This is an automated email from the ASF dual-hosted git repository.

alamb pushed a commit to branch main
in repository https://gitbox.apache.org/repos/asf/arrow-rs.git


The following commit(s) were added to refs/heads/main by this push:
     new 99998d6308 API to help with the pattern of 'replaces the values of the 
REE array (#9891)
99998d6308 is described below

commit 99998d63086bd1d338139091aee38b850b07efb5
Author: RIchard Baah <[email protected]>
AuthorDate: Tue May 5 10:28:23 2026 -0400

    API to help with the pattern of 'replaces the values of the REE array 
(#9891)
    
    # Which issue does this PR close?
    
    <!--
    We generally require a GitHub issue to be filed for all bug fixes and
    enhancements and this helps us generate change logs for our releases.
    You can link an issue to this PR using the GitHub syntax.
    -->
    
    - Closes #9854.
    
    # Rationale for this change
    over time the pattern of replacing REE values without creating a new
    instance has emerged, buts approached have been scatered. this PR
    attempts to consolidate them into a single place.
    <!--
    Why are you proposing this change?
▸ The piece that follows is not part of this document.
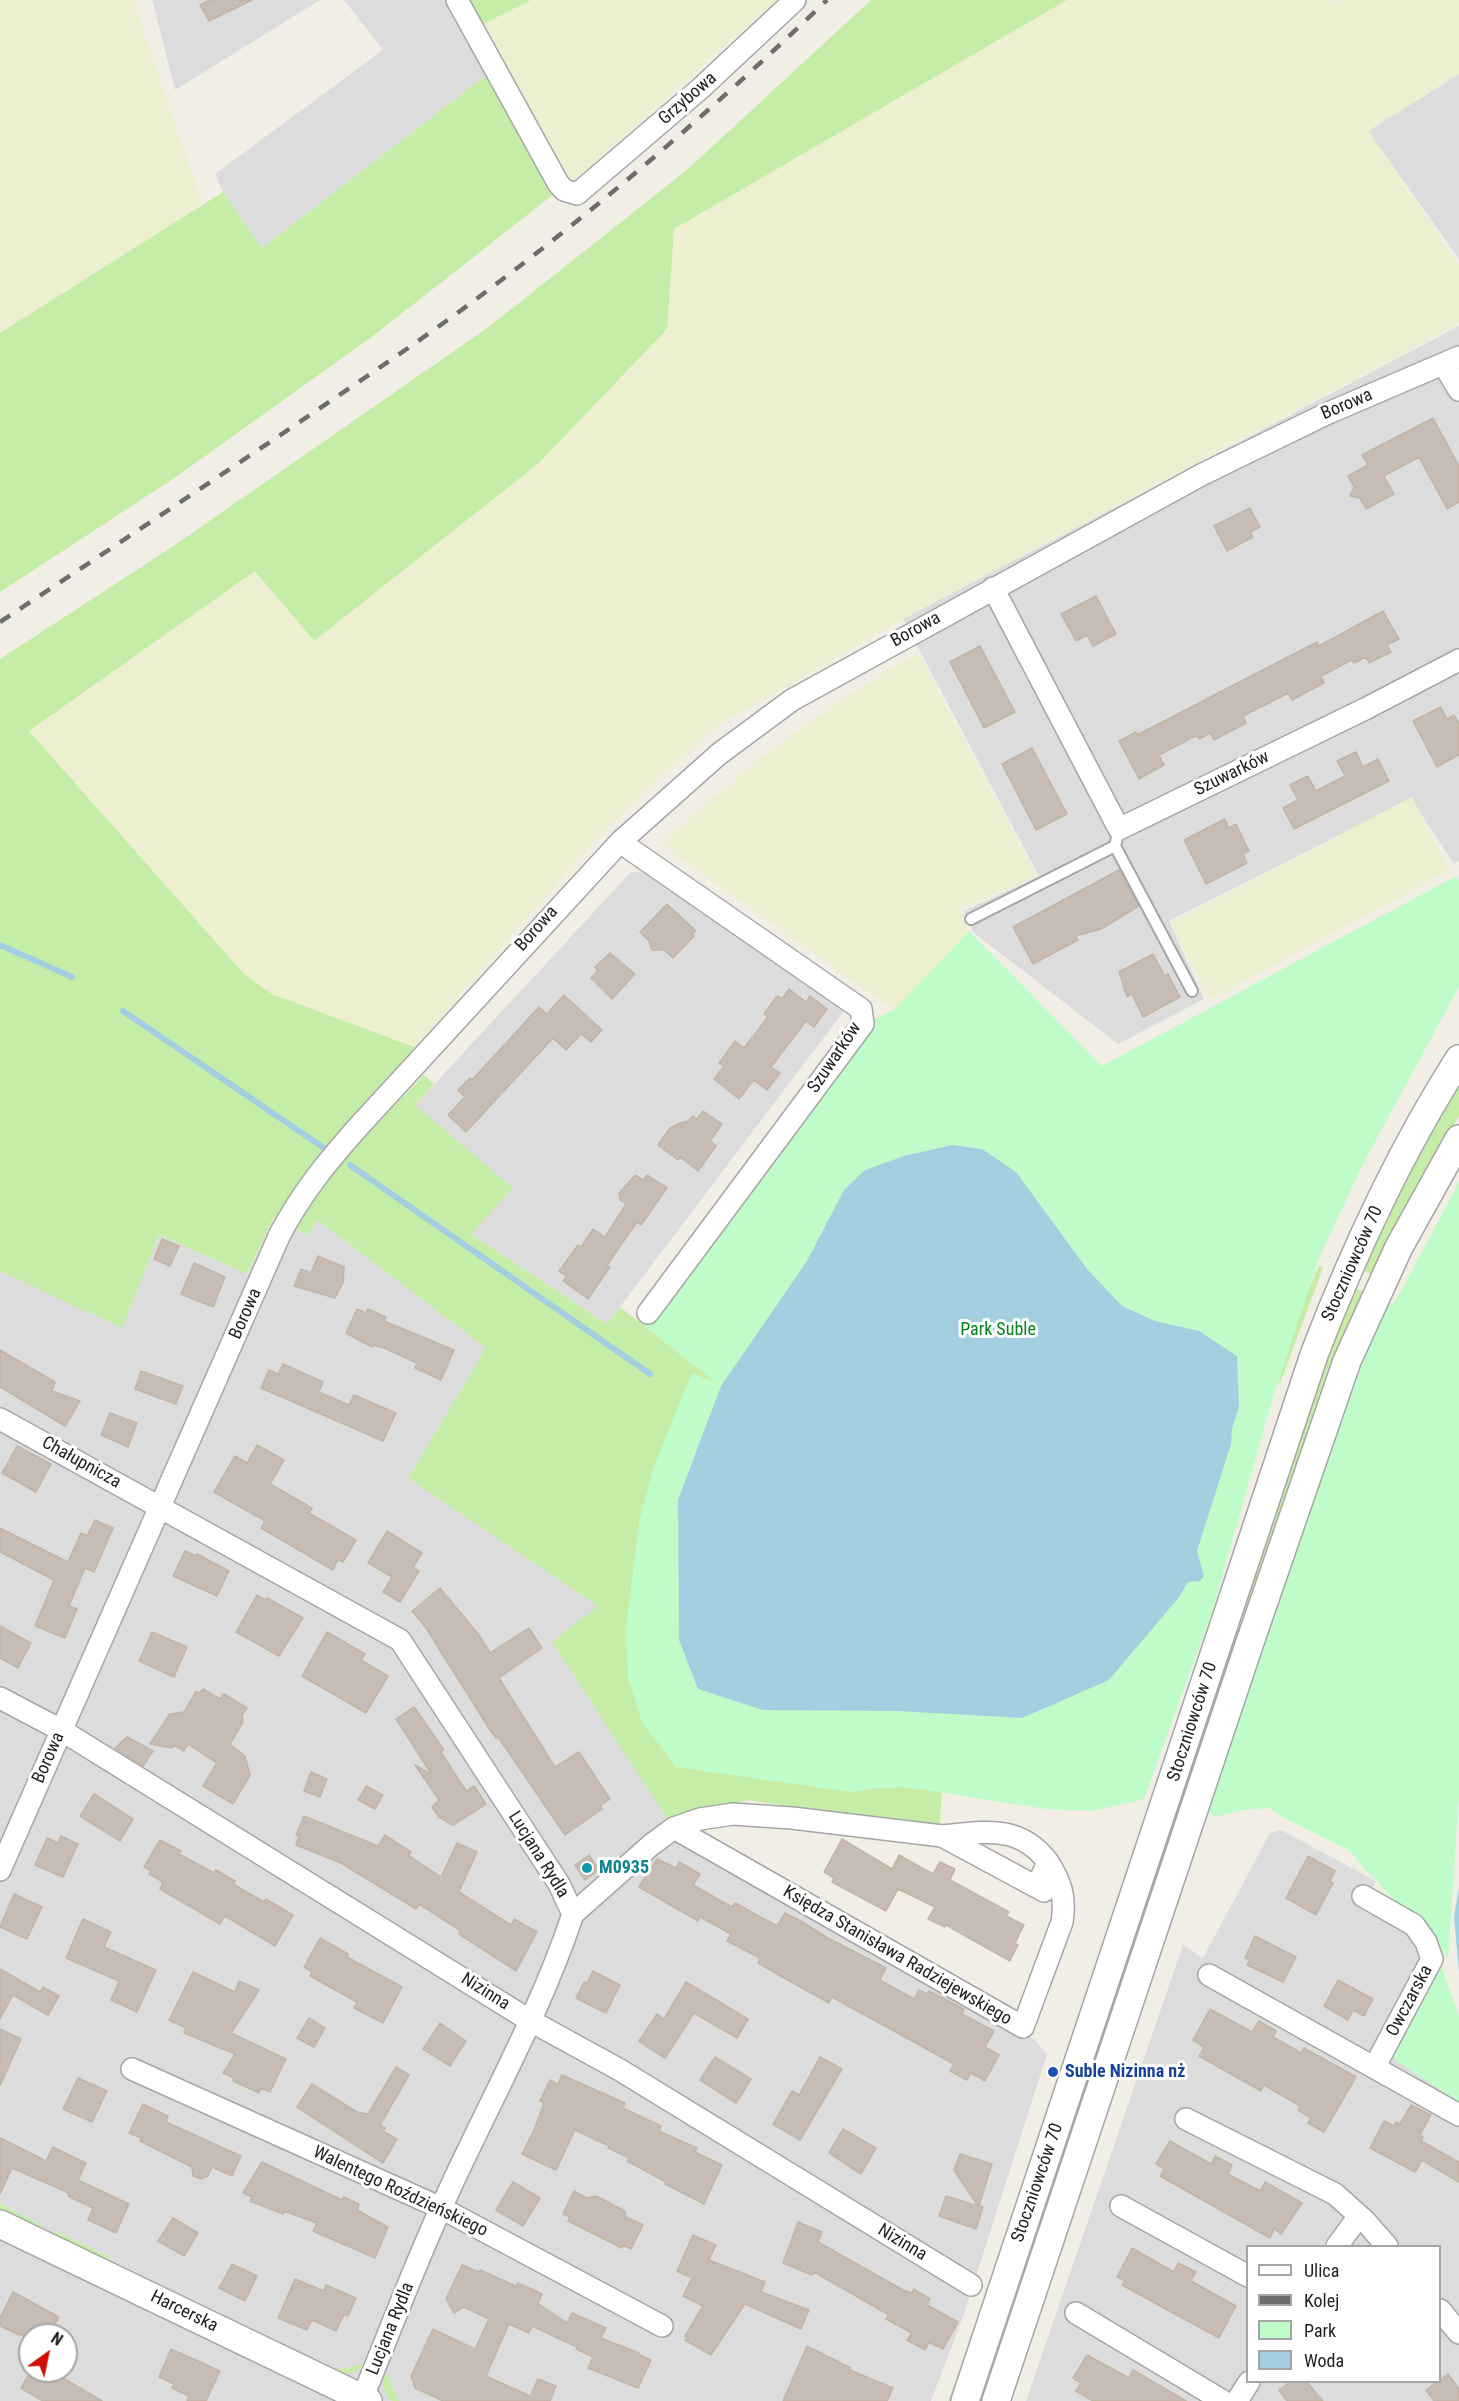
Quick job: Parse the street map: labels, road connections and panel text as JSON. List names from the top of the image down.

If this is already explained clearly
    in the issue then this section is not needed.
    Explaining clearly why changes are proposed helps reviewers understand
    your changes and offer better suggestions for fixes.
    -->
    
    # What changes are included in this PR?
    Includes updating call sites that used to manually replace REE values by
    constructing new ones, switching them to use a macro instead.
    <!--
    There is no need to duplicate the description in the issue here but it
    is sometimes worth providing a summary of the individual changes in this
    PR.
    -->
    
    # Are these changes tested?
    yes
    <!--
    We typically require tests for all PRs in order to:
    1. Prevent the code from being accidentally broken by subsequent changes
    2. Serve as another way to document the expected behavior of the code
    
    If tests are not included in your PR, please explain why (for example,
    are they covered by existing tests)?
    
    If this PR claims a performance improvement, please include evidence
    such as benchmark results.
    -->
    
    # Are there any user-facing changes?
    no
    <!--
    If there are user-facing changes then we may require documentation to be
    updated before approving the PR.
    
    If there are any breaking changes to public APIs, please call them out.
    -->
---
 arrow-arith/src/temporal.rs        | 39 +++++++++++++++++++++++++
 arrow-array/src/array/run_array.rs | 59 ++++++++++++++++++++++++++++++++++++++
 arrow-string/src/length.rs         | 57 ++++++++++++++++++++++++------------
 3 files changed, 136 insertions(+), 19 deletions(-)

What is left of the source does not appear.